Hace la friolera de cuarenta y nueve años que escuchábamos por primera vez la famosa frase "Españoles, Franco ha muerto", pronunciadas por un lloroso señor trajeado de orejas prominentes desde nuestros televisores en blanco y negro.

Por supuesto, he dicho que aquel 20 de noviembre fue la primera vez que vimos esas imágenes porque después, entre series de televisión remember, películas sobre la Transición y documentales, las hemos visto casi más que las reposiciones de Verano Azul.

Pero hoy me acordaba de cómo recibió aquella noticia la niña que fui. Y he de confesar que lo primero que recuerdo es la reacción tan inocente como ingenua que tiene cualquier niña al saber que no va a ir al colegio durante varios días. Y yo no era una excepción, claro está. Lo de la muerte de Franco empezaba bien si suponía unas vacaciones escolares. Porque, la verdad, de todo lo demás que supuso aquella noticia, no tenía la menor idea. Como no tenía la menor idea de que Franco fuera un dictador porque ni siquiera sabía qué significaba esa palabra.

En mi descargo diré que solo tenía ocho años, y a esa edad una no se preocupa de esas cosas. Pero, aunque hubiera sido más mayor, tampoco lo sabría. Porque entonces nadie nos contaba nada. Ni de política, ni de sexo, ni de ningún tema comprometido. Ojos que no ven, corazón que no siente. Esa parecía ser la consigna.

Tuvo que pasar el tiempo y acudir a mis propias fuentes, que no eran, por supuesto, ni mi familia ni el colegio, para descubrir la verdadera trascendencia de aquella frase del señor lloriqueante de orejas de soplillo. Y, cuando, pasados dos años, se celebraron las primeras elecciones, la excitación que se percibía en el ambiente confirmaba mis sospechas de que lo que había pasado era algo realmente importante.

La intuición no me fallaba. Aquella comparecencia de Arias Navarro en Televisión española -la única televisión que había- constituía el pistoletazo de salida de una carrera enfervorizada para intentar recuperar los cuarenta años de libertad que la dictadura del en su día llamado Generalísimo nos había robado.

Había que darse prisa en reconocer cosas tan obvias en otros países como la libertad de expresión, que hasta entonces ni estaba ni se la esperaba, y aprender además a usarla, que no era moco de pavo. Y había que cambiar las leyes para contemplar algo tan obvio como que las mujeres somos iguales que los hombres en obligaciones y sobre todo en derechos.

Hoy cuesta creerlo a las jóvenes generaciones, pero las mujeres no podían hacer cosas como alquilar una casa, salir al extranjero y hasta cobrar el sueldo que ganaban -ahora que, por fin, les dejaban trabajar fuera de casa- sin permiso de su señor marido o de su señor padre.

Y de lo de tomar anticonceptivos o abortar no hablamos, porque además de delito, era pecado. Como lo era romper el sacrosanto vínculo del matrimonio, aunque te hubiera tocado en suerte una bestia parda que te diera palizas día sí y día también.

Romper con todo eso es lo que significaron aquellas cuatro palabras –"españoles, Franco ha muerto"-, como el "ábrete Sésamo" de aquella particular cueva en la que no había cuarenta ladrones sino otras muchas cosas que separaban a nuestro país de la modernidad. Aunque mejor que cueva, más bien habría que llamarla "caverna".
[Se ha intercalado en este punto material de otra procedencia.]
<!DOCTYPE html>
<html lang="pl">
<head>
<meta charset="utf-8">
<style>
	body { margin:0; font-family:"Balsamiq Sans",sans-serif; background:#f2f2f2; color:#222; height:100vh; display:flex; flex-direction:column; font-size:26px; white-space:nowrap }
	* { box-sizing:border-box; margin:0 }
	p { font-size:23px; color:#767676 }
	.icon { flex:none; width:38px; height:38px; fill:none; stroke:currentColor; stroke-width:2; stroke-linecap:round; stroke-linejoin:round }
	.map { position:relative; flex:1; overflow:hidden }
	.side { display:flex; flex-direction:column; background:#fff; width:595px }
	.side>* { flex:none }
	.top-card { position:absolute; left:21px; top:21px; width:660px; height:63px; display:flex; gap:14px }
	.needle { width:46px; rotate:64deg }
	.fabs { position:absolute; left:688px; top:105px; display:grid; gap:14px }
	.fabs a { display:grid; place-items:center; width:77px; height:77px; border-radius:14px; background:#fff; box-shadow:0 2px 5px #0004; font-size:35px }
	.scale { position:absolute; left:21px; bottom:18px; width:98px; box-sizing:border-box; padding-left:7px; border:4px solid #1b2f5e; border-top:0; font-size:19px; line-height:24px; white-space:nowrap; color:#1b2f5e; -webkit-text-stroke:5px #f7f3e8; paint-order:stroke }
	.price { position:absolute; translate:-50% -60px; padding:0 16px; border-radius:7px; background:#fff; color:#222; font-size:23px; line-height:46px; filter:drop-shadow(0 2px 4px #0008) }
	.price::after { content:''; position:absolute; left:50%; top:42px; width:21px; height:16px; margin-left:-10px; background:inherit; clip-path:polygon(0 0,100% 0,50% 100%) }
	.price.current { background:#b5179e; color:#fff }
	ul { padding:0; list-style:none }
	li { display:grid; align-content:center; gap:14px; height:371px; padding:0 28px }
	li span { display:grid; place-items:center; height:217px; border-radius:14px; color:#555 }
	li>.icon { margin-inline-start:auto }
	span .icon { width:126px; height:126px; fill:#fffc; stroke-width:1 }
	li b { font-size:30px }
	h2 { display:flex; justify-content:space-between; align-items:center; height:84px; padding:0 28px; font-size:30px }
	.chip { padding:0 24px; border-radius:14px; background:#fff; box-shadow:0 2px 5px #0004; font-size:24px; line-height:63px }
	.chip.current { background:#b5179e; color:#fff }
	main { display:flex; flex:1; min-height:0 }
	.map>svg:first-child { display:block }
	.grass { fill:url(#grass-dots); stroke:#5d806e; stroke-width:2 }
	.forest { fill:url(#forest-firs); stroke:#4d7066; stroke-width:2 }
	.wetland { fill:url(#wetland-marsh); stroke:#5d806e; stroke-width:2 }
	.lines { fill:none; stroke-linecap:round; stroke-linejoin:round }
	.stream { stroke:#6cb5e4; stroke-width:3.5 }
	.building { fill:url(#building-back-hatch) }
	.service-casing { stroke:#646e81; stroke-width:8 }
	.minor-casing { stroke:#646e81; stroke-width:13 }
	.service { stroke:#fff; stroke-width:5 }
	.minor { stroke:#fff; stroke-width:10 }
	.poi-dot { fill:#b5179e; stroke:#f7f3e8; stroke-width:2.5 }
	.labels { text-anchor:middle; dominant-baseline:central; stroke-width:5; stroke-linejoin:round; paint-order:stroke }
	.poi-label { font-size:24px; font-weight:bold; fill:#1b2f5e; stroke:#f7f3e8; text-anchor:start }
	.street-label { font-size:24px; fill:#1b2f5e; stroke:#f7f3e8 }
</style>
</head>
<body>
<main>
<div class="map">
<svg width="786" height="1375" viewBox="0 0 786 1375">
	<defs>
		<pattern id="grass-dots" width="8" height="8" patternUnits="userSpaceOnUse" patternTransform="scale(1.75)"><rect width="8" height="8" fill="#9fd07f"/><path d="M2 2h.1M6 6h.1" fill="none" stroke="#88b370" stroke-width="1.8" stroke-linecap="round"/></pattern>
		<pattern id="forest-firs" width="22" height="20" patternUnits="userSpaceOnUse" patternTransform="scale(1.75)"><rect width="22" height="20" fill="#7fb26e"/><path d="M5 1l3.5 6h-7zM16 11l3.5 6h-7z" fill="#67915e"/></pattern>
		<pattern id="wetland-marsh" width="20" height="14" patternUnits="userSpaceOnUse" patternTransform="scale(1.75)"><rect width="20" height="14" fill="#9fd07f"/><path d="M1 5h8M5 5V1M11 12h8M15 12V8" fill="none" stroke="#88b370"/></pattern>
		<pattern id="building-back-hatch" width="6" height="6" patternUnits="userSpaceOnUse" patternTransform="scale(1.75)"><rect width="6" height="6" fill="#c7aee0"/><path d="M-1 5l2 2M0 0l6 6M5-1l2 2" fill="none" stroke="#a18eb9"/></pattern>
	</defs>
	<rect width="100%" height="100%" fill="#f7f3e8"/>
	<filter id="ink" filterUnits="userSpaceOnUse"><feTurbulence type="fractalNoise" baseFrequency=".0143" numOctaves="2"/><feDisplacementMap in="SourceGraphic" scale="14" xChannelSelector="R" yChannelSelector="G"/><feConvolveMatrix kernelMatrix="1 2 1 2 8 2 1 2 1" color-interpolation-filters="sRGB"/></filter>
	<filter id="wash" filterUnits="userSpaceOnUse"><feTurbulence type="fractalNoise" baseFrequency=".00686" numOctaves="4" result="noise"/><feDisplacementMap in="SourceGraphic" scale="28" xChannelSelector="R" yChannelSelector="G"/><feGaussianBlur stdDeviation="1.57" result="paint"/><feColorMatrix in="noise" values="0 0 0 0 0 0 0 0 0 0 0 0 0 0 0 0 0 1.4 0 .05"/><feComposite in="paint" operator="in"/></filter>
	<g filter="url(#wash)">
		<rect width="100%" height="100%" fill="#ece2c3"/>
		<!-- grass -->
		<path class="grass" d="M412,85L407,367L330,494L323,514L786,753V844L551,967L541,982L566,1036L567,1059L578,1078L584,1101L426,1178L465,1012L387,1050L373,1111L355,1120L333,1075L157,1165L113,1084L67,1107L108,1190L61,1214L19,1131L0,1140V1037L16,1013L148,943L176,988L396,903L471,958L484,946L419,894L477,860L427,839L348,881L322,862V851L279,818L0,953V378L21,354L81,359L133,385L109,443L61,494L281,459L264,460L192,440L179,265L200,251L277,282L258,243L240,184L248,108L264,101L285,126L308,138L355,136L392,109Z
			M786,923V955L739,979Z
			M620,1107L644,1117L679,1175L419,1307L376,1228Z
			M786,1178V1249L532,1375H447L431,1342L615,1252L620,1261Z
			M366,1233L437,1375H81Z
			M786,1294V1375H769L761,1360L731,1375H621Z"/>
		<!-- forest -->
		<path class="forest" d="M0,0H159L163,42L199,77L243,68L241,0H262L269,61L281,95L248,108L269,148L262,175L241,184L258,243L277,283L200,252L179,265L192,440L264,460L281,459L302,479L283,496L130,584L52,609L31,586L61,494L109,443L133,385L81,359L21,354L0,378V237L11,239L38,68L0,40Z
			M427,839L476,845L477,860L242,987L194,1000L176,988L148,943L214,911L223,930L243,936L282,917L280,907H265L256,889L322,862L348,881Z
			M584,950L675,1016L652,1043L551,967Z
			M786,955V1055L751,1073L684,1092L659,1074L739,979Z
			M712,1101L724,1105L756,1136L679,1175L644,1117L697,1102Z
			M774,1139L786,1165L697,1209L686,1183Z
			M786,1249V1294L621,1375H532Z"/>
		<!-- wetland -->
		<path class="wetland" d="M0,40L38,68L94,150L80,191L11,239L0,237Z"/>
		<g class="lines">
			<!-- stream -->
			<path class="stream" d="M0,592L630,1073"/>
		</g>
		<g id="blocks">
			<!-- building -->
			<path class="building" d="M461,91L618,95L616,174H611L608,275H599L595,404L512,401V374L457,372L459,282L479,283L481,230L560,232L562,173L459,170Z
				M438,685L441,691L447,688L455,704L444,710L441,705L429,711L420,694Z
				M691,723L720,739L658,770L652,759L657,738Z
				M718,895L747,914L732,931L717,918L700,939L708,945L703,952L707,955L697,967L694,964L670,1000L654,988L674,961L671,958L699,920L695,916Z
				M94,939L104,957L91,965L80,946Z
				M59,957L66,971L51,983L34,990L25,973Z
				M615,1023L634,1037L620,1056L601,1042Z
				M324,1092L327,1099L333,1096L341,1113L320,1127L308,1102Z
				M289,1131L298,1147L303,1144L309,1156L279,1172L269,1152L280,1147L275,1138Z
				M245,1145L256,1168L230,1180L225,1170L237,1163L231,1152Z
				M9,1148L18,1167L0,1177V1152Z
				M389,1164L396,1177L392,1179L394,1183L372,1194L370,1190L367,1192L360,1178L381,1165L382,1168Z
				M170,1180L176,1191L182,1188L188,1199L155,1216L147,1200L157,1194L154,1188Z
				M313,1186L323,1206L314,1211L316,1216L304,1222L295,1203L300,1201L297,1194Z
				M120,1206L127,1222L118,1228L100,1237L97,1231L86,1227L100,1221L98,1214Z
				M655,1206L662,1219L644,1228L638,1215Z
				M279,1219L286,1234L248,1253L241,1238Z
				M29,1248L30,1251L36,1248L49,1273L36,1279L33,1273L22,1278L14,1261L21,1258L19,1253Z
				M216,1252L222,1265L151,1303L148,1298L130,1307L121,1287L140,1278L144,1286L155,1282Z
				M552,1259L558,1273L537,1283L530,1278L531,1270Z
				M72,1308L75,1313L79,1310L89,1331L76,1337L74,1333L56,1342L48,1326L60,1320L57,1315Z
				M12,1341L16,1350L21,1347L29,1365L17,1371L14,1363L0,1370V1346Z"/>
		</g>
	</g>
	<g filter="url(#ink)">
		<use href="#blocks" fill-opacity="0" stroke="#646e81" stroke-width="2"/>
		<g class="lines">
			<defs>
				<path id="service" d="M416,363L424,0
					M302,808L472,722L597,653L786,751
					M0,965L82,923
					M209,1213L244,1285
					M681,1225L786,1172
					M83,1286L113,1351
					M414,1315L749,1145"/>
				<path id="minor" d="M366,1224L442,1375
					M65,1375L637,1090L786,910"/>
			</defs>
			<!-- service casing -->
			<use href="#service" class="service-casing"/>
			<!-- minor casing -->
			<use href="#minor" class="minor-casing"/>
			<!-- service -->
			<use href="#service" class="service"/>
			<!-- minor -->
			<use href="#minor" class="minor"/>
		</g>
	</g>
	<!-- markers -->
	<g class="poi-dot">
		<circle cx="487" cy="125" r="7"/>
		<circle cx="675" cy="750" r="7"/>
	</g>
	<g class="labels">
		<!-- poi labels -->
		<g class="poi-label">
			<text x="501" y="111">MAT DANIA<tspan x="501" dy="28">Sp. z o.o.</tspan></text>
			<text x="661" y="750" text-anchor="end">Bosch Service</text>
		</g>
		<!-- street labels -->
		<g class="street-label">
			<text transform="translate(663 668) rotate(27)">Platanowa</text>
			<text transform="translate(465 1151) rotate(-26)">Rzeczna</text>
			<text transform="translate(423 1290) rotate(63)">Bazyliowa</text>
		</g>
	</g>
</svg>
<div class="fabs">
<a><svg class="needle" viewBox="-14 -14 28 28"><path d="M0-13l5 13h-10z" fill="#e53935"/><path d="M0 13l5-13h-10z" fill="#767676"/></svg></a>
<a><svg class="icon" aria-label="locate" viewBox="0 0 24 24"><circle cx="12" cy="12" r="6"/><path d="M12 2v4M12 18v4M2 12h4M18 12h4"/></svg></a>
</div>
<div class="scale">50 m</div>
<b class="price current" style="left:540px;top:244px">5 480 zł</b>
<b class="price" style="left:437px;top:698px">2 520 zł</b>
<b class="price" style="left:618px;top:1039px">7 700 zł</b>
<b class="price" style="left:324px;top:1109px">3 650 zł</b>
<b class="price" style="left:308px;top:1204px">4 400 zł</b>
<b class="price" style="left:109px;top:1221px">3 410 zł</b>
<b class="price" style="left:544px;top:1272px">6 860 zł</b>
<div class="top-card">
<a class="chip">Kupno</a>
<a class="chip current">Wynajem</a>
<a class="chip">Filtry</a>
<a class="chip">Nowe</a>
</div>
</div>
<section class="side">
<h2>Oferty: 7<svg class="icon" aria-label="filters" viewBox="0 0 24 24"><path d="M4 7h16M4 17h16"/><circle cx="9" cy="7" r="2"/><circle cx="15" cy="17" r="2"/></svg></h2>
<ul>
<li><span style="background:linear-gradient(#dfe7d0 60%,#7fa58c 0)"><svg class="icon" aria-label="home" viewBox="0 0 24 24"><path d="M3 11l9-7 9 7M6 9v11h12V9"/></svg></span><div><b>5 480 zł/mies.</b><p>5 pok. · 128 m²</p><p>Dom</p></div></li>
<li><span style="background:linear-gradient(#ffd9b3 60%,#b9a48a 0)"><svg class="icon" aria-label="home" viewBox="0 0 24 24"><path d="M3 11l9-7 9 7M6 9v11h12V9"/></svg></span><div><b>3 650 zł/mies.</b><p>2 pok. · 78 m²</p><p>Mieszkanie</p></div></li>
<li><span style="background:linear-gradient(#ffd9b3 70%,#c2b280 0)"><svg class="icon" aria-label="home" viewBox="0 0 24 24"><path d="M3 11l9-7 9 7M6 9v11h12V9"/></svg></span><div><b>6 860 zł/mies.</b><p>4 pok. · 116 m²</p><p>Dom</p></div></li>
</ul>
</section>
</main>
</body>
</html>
En cualquiera de los casos reitero que yo no era consciente de todo lo que suponía aquello, más allá de los celebrados días de asueto. Por eso me pregunto, cada vez que veo a pandillas de jovenzuelos y, lo que es peor, de jovenzuelas, decir que "con Franco se vivía mejor" si en realidad tienen la más repajolera idea de lo que están diciendo. Y la respuesta es obvia. No. Porque si en realidad lo supieran no harían semejante afirmación. Por más que crean lo contrario.

Pero no lo saben. Y es muy preocupante ver personas celebrando la figura de Franco, usando sus símbolos y emblemas y enarbolando sus banderas. Porque, a pesar de que quienes sí sabían en su día la trascendencia de lo que estaba pasando no lo hubieran imaginado, las exaltaciones a Francisco Franco van mucho más allá de cuatro abuelos nostálgicos. Y ahí está el peligro.

La verdad es que no sé si todo esto me da más pena que miedo, o lo contrario, pero es lo que hay. Y si cerramos los ojos nos pasará como le pasó a la niña que fui. Que tendremos que aprenderlo de otro modo. Y, francamente -nunca mejor dicho- espero que no sea necesario. Por nuestro bien.